Ныне, когда встреча с родителями, я верю, уже близка, находятся силы перебирать в памяти, пересказывать, а то и подшучивать. Но тогда… Жизнь сама сыграла шутку со всеми нами. Шутку, которая, на самом-то деле, была расправой.
— За что мы собираемся воевать там, на Карельском, абсолютно незнакомом нам с вами, перешейке? — в полный голос, не включив предварительно радио, поинтересовался ближайший друг нашей семьи Исай Григорьевич. — Что мы там собираемся отстаивать? Кого защищать? Я, по своей умственной ограниченности, не вполне разумею.
— Не надо так громко, — попросил отец. Идти на войну он не боялся, а громкие вопросы Исая Григорьевича его смущали. И мама тоже опасливо огляделась. Амбразуры, выходит, казались ей безопасней, чем фразы.
«Может, они опасаются тетю Груню?» — предположила я. Тетя Груня — так я ее называла — была нашей единственной соседкой по коммунальной квартире. В доме ее нарекли «старой девой». Незамужние маялись в ожидании на разных этажах, но их старыми девами не обзывали. Суть, значит, была не в семейном положении нашей соседки, а в ее характере.
Тетю Груню прозвище раздражало.
— Вам не нравится слово «старая»? — в упор попыталась выяснить я. Поскольку слово «дева» казалось мне возвышенным, поэтичным и не могло вызывать возражений.
Привычка задавать вопросы в упор еще в детстве приносила мне одни неприятности. Ничего, кроме бед, не сулила она и в грядущем: диктатура пролетариата подобной манеры не выносила. А порою и не прощала.
— Исаю Григорьевичу подражаешь? — выпытывали то мама, то папа.
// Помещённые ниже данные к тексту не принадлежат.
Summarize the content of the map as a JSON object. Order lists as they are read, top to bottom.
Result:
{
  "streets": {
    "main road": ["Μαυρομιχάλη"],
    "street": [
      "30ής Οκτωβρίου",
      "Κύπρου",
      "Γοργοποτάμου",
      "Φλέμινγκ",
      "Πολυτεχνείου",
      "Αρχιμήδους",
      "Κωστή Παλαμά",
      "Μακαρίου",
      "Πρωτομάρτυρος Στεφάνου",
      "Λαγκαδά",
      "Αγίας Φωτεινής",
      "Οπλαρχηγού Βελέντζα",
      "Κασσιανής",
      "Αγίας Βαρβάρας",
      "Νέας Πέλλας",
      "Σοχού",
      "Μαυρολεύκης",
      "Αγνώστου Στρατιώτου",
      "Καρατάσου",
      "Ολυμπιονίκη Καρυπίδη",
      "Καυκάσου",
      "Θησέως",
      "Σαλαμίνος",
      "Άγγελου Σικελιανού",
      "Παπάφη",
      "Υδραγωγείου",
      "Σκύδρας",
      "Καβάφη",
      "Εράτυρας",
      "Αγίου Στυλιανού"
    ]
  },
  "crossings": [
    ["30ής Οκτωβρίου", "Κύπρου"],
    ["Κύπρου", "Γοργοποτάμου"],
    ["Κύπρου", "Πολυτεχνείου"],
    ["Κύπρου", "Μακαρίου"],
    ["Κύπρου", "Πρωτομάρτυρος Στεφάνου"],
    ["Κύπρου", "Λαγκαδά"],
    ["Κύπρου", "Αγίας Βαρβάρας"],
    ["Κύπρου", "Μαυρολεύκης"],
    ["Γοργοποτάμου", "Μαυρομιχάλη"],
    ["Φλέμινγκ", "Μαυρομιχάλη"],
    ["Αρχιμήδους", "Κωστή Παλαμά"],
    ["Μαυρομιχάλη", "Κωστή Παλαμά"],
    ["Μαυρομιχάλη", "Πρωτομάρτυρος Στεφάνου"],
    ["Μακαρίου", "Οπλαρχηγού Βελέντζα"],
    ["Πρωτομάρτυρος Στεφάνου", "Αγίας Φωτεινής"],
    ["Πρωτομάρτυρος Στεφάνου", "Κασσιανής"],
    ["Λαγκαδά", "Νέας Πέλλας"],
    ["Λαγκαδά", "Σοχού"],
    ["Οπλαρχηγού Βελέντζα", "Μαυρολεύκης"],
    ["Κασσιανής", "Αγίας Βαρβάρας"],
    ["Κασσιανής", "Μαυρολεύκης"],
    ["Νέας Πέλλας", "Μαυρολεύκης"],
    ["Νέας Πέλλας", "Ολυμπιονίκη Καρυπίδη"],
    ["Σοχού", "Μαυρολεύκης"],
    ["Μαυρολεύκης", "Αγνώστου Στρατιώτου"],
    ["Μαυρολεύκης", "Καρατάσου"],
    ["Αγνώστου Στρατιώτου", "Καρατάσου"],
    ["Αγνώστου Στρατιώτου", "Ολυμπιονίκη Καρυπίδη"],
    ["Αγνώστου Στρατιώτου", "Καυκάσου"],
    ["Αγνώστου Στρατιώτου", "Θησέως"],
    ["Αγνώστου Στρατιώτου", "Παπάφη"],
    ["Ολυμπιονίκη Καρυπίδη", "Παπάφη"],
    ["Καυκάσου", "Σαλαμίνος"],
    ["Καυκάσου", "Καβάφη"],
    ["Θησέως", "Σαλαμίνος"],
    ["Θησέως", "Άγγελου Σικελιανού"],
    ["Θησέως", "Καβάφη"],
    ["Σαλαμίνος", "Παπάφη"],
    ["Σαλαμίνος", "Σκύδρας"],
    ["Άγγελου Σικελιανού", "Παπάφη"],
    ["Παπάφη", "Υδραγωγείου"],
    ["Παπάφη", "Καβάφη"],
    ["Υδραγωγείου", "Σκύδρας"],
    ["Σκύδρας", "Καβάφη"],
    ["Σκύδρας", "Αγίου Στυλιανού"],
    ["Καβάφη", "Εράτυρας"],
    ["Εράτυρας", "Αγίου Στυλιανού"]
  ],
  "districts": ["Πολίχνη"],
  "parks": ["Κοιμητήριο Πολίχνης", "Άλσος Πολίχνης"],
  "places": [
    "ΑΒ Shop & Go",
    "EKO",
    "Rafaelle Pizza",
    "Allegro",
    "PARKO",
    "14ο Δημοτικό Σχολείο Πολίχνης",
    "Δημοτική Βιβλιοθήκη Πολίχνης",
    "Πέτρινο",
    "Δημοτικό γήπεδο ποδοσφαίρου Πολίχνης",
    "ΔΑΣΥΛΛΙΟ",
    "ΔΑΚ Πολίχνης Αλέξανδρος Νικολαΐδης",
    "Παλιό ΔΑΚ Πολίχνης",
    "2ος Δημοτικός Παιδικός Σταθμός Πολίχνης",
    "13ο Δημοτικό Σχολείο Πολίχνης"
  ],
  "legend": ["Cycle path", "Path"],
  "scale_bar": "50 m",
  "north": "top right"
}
Вступать в смертельную схватку с другой страной они были готовы, а в малейшее несогласие с родной державою — избегали.
Я во многом подражала «ближайшему другу». Ближайший друг — это стало как бы официальным званием Исая Григорьевича у нас в доме.
Представительницей диктатуры пролетариата в нашей коммуналке была тетя Груня.
— Твои родители поступают как патриоты. И ты обязана ими гордиться! — провозглашала она на кухне, будто на митинге. — Идут защищать нашу родину!
— От кого? — поинтересовалась я словами Исая Григорьевича.